### THE DATA
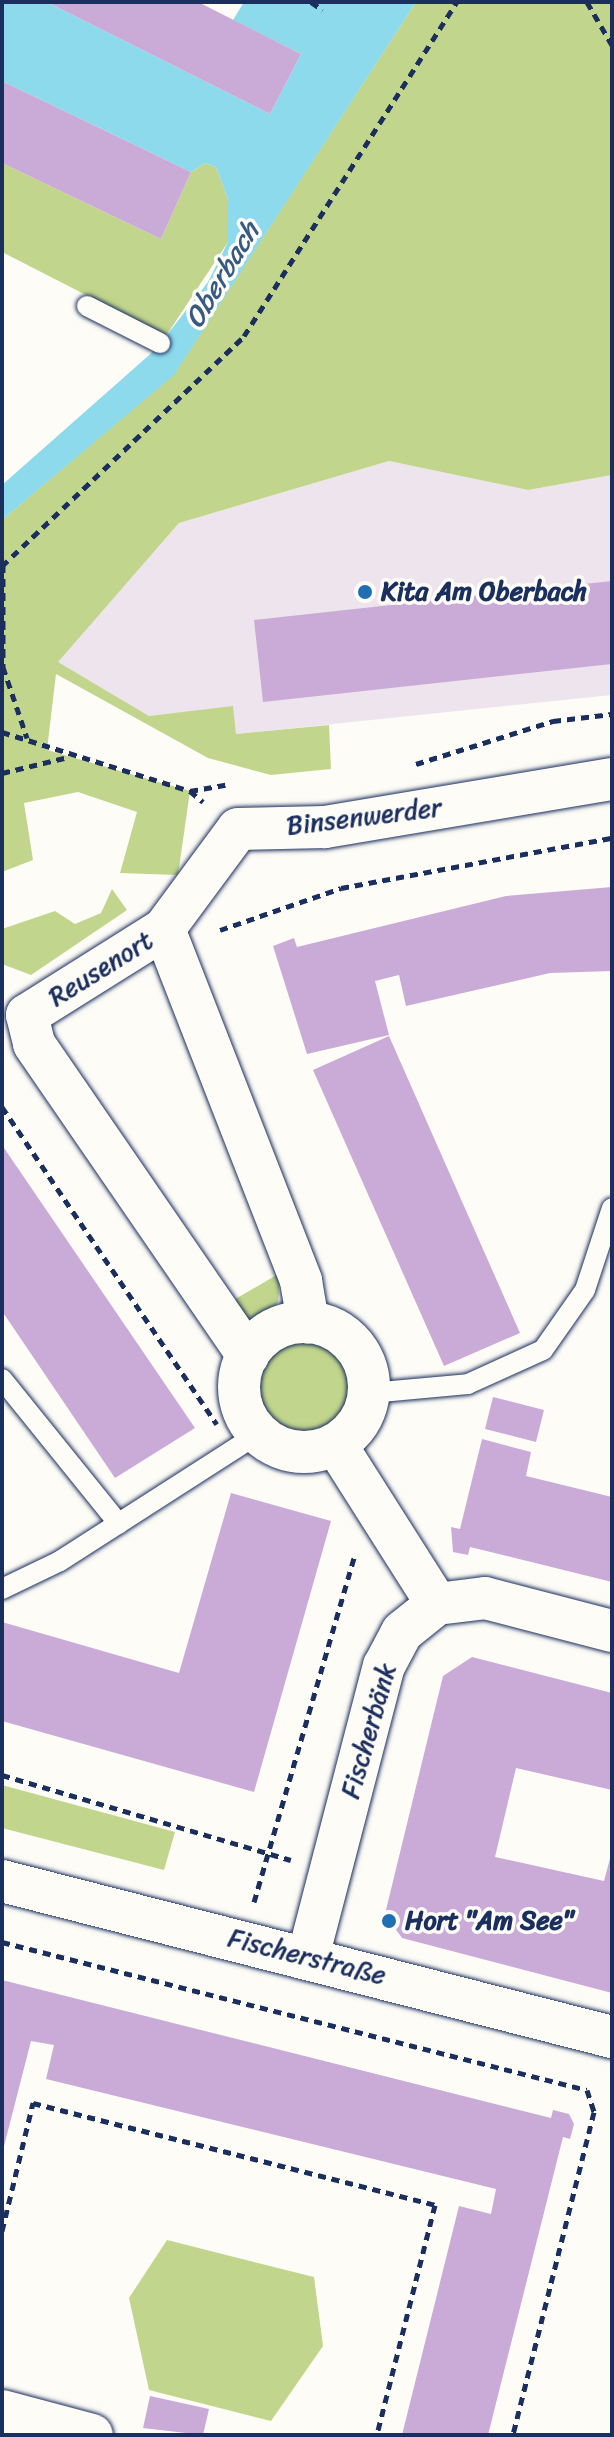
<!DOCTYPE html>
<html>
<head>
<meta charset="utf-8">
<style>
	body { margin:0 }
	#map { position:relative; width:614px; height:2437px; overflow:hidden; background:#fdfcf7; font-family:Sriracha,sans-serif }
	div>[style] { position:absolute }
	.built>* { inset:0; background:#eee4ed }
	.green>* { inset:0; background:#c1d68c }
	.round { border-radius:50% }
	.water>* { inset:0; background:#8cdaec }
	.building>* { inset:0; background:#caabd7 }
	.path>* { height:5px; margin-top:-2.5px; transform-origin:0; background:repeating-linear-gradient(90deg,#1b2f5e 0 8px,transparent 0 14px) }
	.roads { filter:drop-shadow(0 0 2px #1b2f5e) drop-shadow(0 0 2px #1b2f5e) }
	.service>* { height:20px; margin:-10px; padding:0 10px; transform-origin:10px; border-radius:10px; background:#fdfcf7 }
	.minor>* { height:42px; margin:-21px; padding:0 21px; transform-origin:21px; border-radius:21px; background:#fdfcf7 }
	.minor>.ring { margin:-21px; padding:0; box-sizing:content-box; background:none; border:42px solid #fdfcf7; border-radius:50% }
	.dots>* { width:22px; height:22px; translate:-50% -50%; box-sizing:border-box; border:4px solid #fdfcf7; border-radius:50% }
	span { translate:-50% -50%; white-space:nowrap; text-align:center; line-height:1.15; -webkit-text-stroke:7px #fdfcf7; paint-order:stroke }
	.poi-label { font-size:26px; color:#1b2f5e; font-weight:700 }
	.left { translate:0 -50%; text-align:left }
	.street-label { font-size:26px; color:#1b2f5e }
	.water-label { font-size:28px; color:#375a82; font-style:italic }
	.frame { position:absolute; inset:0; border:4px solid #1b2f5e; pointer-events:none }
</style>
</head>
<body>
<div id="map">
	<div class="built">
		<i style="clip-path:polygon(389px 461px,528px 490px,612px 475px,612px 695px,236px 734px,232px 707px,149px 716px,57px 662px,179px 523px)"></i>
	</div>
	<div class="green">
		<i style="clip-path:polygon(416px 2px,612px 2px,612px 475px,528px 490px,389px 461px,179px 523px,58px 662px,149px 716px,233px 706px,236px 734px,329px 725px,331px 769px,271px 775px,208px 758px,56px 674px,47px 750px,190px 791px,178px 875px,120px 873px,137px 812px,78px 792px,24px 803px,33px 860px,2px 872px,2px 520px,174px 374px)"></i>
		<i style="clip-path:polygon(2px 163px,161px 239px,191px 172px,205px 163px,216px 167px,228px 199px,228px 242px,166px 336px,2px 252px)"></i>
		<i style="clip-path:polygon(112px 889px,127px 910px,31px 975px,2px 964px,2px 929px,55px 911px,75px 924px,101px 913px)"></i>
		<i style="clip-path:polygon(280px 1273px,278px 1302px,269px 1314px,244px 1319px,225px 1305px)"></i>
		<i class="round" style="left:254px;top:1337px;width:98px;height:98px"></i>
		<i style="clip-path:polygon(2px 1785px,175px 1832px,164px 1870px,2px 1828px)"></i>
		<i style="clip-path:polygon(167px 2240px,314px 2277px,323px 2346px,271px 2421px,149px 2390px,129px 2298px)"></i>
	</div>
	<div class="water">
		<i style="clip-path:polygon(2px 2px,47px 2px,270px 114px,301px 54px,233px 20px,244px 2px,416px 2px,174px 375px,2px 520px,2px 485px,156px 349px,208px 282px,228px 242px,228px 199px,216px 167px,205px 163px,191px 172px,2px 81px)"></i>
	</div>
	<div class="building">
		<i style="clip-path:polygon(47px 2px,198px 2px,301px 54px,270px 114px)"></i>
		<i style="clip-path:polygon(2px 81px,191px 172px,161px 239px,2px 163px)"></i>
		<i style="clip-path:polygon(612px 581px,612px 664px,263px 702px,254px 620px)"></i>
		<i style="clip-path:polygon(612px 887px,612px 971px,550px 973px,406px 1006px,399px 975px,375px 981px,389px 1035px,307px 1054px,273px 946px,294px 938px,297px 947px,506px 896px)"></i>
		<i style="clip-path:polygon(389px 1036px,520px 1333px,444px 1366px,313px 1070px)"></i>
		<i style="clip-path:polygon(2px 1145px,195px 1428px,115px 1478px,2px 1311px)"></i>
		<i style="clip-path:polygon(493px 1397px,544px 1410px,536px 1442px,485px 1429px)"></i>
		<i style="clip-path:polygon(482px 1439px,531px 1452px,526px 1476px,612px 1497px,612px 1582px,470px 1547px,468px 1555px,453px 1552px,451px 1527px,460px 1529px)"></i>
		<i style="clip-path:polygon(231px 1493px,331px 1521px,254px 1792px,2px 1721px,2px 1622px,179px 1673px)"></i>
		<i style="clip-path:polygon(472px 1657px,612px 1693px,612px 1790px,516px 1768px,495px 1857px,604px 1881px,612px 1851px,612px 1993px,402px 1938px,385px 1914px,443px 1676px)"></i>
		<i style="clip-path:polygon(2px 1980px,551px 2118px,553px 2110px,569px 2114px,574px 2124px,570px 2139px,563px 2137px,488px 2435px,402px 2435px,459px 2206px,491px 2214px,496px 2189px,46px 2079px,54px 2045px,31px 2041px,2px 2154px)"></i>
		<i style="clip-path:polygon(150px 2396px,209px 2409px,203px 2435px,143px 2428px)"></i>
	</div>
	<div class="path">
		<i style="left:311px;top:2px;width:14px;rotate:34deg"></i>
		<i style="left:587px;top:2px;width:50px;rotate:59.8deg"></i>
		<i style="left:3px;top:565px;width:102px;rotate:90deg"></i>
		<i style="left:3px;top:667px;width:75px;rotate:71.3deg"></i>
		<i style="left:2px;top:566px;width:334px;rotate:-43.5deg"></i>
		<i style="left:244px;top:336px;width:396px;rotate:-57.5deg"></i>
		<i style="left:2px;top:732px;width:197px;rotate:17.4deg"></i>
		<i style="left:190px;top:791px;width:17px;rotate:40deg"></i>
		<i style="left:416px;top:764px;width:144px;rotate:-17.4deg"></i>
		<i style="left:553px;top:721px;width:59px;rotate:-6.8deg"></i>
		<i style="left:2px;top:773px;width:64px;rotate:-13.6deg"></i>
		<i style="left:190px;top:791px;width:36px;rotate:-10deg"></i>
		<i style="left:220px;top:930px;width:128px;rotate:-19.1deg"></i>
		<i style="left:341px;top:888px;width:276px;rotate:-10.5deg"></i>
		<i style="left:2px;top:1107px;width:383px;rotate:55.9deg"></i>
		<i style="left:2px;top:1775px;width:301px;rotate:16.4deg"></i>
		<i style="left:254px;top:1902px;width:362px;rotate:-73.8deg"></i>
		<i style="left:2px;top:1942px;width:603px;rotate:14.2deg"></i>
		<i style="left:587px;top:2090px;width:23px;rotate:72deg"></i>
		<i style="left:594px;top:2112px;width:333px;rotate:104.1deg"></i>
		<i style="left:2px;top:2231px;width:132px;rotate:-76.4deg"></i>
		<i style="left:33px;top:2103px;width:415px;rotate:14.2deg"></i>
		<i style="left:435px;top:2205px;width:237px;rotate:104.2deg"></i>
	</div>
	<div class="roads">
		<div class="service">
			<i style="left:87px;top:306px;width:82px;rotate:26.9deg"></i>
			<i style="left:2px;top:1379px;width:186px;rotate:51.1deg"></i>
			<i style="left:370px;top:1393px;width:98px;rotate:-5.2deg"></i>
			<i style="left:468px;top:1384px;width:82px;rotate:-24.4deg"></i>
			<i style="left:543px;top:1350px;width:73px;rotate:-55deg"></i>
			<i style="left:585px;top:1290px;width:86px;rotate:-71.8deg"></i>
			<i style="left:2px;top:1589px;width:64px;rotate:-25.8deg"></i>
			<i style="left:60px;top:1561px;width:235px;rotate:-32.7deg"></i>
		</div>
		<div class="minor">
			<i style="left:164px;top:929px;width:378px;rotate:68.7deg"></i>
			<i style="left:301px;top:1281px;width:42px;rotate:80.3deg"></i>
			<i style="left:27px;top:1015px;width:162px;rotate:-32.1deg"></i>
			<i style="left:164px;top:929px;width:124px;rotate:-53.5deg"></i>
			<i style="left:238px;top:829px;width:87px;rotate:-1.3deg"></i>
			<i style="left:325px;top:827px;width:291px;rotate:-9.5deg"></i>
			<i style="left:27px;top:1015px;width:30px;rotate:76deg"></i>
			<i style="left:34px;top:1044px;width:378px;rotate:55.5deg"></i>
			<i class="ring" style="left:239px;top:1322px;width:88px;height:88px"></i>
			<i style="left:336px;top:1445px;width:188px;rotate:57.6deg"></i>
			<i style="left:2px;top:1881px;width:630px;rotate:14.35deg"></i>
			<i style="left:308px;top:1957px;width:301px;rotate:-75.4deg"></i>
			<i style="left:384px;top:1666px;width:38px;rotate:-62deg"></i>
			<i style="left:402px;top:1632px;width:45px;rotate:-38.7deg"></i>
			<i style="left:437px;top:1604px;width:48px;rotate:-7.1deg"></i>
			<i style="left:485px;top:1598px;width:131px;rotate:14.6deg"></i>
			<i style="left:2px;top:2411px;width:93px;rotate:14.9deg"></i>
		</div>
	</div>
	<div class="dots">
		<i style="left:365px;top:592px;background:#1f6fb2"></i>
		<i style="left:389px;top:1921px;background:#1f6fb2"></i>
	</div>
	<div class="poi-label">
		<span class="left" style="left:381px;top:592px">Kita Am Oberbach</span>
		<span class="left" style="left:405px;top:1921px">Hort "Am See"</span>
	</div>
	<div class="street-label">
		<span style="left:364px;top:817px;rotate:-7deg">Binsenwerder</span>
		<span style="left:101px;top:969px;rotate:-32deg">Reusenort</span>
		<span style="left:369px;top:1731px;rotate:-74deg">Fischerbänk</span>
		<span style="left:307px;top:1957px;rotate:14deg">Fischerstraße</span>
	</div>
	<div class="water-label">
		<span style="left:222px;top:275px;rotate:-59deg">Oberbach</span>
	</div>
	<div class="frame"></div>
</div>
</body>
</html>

### ABOUT THIS EXERCISE
Show me every line of the entries above that holds "service".

### OUTPUT OF THE TASK
	.service>* { height:20px; margin:-10px; padding:0 10px; transform-origin:10px; border-radius:10px; background:#fdfcf7 }
		<div class="service">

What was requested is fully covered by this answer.